Cecilia Chiang

Cecilia Sun Yun Chiang (September 18, 1920 – October 28, 2020) was a Chinese-American restaurateur and chef. She is best known for founding and managing the Mandarin restaurant in San Francisco, California. She was a spy for the U.S. Office of Strategic Services during the Second World War.

About Cecilia Chiang in brief

Summary Cecilia ChiangCecilia Sun Yun Chiang (September 18, 1920 – October 28, 2020) was a Chinese-American restaurateur and chef. She is best known for founding and managing the Mandarin restaurant in San Francisco, California. Chiang is often credited with having introduced San Francisco and the United States to a more authentic version of Northern Chinese cuisine. She died of cancer in California in 2020, aged 98. She was a spy for the U.S. Office of Strategic Services during the Second World War. She and her husband escaped from China on the last flight from Shanghai during the Chinese Communist Revolution of 1949. She opened a Chinese restaurant, Forbidden City, which was successful with expatriates and local diners. In 1968 she relocated the restaurant to a 300-seat location in Ghelli Square, which required a multimillion-dollar investment.
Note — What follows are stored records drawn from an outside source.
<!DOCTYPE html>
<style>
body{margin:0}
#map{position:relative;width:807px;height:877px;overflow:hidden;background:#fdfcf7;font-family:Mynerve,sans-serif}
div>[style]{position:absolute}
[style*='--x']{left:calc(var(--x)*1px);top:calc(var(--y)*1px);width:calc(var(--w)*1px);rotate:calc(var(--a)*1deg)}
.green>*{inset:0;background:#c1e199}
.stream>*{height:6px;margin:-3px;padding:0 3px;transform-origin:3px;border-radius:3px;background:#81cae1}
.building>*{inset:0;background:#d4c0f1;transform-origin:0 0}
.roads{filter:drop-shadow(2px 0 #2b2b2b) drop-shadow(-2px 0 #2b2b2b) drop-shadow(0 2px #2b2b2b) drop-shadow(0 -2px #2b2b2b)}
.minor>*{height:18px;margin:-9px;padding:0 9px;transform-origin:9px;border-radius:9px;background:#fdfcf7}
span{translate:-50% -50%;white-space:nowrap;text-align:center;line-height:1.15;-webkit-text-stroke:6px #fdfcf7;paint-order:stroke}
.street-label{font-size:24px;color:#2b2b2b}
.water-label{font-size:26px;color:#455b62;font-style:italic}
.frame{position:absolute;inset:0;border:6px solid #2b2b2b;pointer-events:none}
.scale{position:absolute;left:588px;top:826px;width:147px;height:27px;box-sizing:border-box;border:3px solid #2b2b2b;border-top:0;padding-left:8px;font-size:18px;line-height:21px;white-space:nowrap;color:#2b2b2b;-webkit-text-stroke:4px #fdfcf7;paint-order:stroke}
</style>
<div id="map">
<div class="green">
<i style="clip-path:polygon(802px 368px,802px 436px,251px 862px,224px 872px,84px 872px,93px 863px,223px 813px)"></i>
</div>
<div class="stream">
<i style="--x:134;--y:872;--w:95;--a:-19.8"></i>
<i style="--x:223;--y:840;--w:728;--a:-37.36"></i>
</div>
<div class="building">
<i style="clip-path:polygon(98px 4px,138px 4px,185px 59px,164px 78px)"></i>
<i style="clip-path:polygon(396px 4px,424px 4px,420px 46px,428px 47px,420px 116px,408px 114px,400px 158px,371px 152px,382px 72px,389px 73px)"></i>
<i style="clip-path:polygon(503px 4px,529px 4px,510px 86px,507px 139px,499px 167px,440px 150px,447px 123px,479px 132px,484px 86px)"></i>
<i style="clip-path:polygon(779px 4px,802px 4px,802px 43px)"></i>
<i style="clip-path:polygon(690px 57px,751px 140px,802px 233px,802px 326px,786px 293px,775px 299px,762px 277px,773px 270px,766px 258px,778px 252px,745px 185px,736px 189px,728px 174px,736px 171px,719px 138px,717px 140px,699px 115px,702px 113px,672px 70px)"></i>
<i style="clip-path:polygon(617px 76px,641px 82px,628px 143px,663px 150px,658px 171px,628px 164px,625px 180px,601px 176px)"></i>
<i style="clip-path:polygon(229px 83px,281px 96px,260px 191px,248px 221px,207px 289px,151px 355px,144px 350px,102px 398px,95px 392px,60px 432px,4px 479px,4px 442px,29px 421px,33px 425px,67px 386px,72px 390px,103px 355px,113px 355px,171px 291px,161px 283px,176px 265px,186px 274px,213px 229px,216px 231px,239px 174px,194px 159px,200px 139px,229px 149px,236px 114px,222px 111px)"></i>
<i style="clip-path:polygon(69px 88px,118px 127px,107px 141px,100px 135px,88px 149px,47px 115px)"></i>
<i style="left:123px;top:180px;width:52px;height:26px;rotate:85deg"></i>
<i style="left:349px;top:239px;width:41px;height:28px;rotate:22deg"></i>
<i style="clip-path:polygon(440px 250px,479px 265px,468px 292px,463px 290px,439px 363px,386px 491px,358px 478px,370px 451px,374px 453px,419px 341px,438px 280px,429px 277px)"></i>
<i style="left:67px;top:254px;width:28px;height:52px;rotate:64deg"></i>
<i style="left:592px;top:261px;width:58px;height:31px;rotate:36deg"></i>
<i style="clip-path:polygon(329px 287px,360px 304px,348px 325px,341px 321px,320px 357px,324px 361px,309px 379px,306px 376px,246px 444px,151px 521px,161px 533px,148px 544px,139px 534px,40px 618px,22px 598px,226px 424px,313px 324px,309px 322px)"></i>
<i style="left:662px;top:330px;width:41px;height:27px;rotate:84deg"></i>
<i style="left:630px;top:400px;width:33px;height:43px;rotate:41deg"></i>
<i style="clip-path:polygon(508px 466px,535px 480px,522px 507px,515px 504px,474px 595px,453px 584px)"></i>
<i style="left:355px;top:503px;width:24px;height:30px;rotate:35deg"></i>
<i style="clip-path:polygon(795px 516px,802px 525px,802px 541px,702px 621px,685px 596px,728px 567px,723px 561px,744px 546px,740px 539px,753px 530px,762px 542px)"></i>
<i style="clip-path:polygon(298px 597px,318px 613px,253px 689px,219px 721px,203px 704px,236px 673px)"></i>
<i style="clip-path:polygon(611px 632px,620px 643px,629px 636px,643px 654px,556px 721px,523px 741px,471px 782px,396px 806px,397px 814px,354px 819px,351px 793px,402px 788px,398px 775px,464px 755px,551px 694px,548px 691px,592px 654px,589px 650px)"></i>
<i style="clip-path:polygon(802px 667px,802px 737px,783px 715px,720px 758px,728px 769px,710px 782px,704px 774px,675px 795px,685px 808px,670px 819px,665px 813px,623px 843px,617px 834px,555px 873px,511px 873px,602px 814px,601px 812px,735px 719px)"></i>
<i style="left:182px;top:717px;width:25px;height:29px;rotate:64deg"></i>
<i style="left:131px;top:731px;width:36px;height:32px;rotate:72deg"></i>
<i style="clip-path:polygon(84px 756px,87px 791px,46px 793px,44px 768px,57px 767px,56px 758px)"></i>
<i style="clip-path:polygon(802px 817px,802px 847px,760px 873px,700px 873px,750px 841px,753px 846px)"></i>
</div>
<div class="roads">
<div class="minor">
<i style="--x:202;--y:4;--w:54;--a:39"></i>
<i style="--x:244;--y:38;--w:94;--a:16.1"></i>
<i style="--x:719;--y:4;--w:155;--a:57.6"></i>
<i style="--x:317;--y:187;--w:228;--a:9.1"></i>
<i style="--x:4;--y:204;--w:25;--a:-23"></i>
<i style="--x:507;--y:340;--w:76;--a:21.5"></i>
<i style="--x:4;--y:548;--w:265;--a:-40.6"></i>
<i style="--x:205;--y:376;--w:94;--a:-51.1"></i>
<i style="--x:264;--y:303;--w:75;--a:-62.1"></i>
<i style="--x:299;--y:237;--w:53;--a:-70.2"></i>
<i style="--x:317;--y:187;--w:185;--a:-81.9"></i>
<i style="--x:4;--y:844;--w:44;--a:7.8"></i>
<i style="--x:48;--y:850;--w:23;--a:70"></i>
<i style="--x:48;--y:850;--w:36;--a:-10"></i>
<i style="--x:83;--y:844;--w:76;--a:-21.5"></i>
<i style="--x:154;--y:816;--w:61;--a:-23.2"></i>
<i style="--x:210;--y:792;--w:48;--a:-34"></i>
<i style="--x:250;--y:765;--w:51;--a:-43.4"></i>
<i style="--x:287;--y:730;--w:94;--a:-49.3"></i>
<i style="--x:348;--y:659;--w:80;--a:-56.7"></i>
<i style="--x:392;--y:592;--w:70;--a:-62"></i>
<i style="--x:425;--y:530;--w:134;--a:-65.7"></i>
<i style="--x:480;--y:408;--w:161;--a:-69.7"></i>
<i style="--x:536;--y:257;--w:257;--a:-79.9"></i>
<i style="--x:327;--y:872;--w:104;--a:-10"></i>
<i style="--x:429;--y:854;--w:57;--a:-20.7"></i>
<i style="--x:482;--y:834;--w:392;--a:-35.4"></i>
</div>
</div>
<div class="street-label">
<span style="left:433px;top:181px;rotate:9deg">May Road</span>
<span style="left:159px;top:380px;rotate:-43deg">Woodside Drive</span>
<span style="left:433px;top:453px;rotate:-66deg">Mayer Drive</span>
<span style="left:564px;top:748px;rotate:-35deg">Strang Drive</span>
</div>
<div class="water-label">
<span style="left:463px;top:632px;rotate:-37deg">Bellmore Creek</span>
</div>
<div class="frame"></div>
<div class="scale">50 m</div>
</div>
In the late 1970s Chiang opened a second Mandarin in Beverly Hills, California in 1975. She sold the Mandarin in 1991, and it closed in 2006 and it was reopened as a restaurant by Sonoma Sonoma in 2011. She passed away in California on October 28th, 2020, at the age of 98. Her funeral was held at the San Francisco Chinese Club in San Diego, California, on October 29th. She will be buried in a private ceremony at a plot of land she had donated to the city’s Chinese Museum. Her husband was a former economics professor at Fu Jen Catholic University, and by then a successful local businessman.